The interest rate is one of the variables that most influences the Brazilian business environment. In this regard, Pedro Daniel Magalhães—a finance executive and advisor—states that its effects on companies go far beyond the cost of credit: they shape investment decisions, define financing strategies, and largely determine which companies grow and which fall behind during high-interest-rate cycles.

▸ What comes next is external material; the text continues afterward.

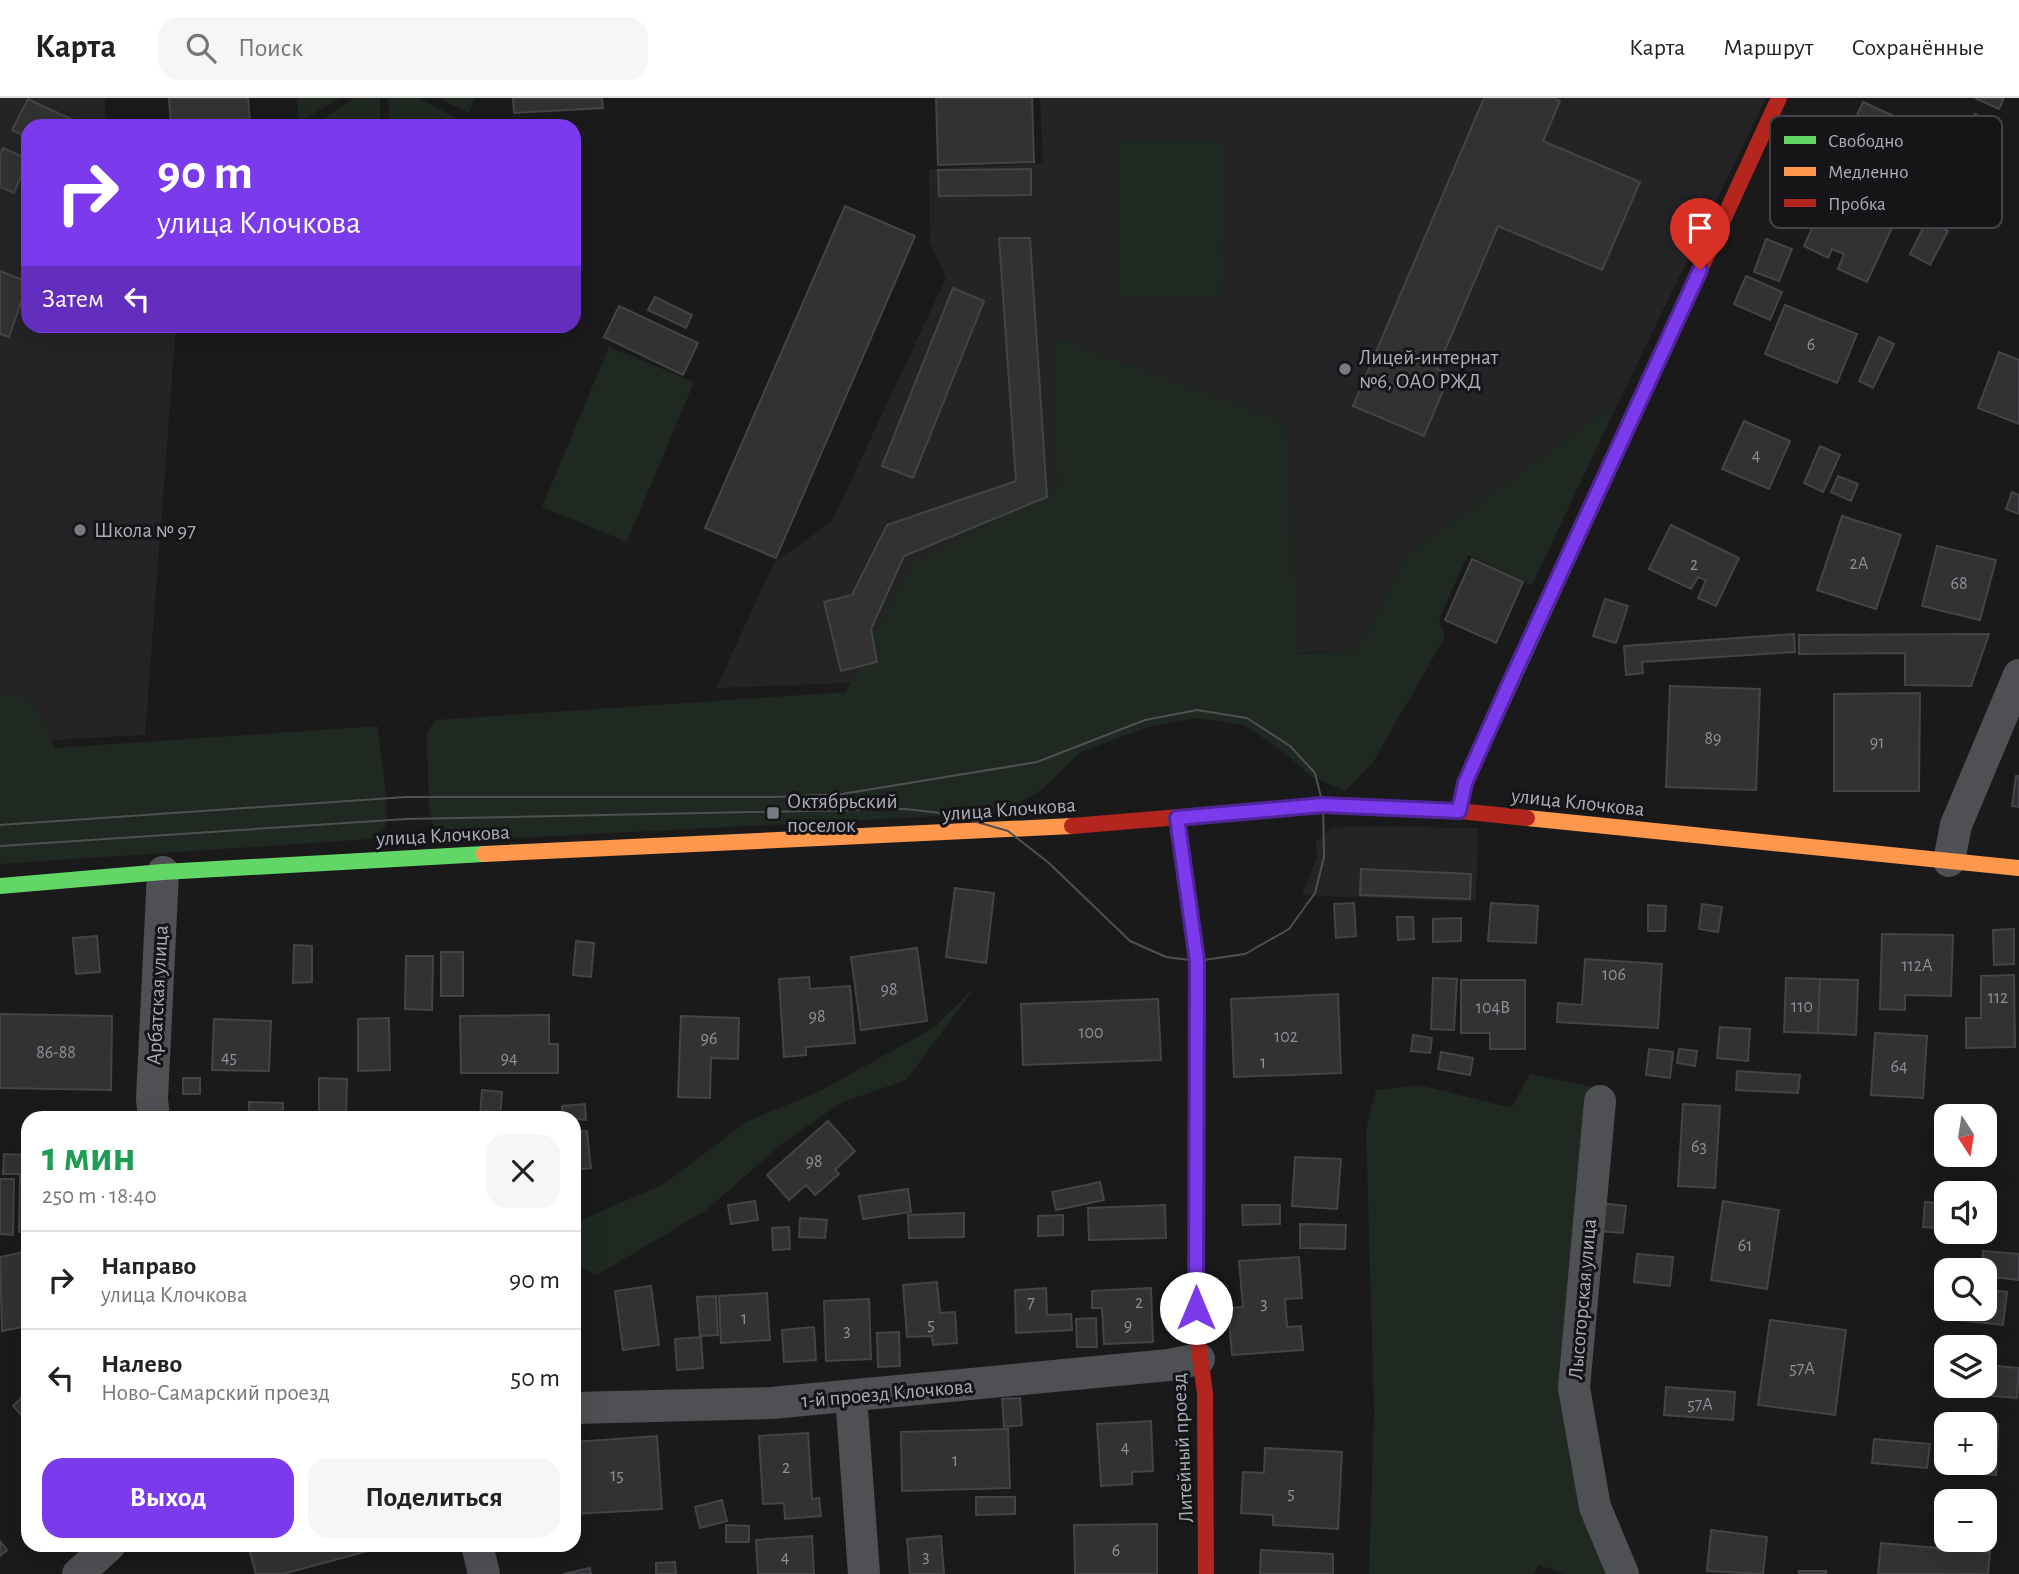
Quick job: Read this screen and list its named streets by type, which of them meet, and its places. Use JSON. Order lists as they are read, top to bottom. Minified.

In a country that has lived for decades with real interest rates among the highest in the world, understanding how this mechanism operates in the corporate environment is an indispensable skill for managers, investors, and financial market professionals. Learn more about the topic by reading the article below!
How do high interest rates directly affect corporate investment decisions?
Every corporate investment decision goes through a viability analysis that considers the cost of capital. When interest rates rise, this cost increases, raising the minimum rate of return a project must offer to be approved. The result is a natural contraction of viable investment options: projects that would be profitable in a lower interest rate environment no longer pass the financial filter and are either discarded or postponed.
Pedro Magalhães is precise in noting that this effect does not only affect expansion decisions. Investments in technology, operational efficiency, and team training are also deferred during periods of high interest rates. The cumulative result is a company that grows less, innovates less, and becomes progressively less competitive compared to rivals operating in environments with a more favorable cost of capital.
The decision-making paralysis generated by high interest rates is one of the least visible yet most damaging effects on the competitiveness of Brazilian companies. As soon as managers spend more time managing liabilities than developing growth strategies, the business loses momentum and drifts away from market opportunities.
How do high interest rates reshape corporate financial strategy?
In high-interest-rate environments, corporate financial strategy must adapt. Liability management takes center stage, and decisions regarding the term, cost, and profile of debt become just as relevant as decisions regarding revenue and margins. Companies that fail to develop this capability leave themselves exposed to risks that could compromise their medium-term sustainability.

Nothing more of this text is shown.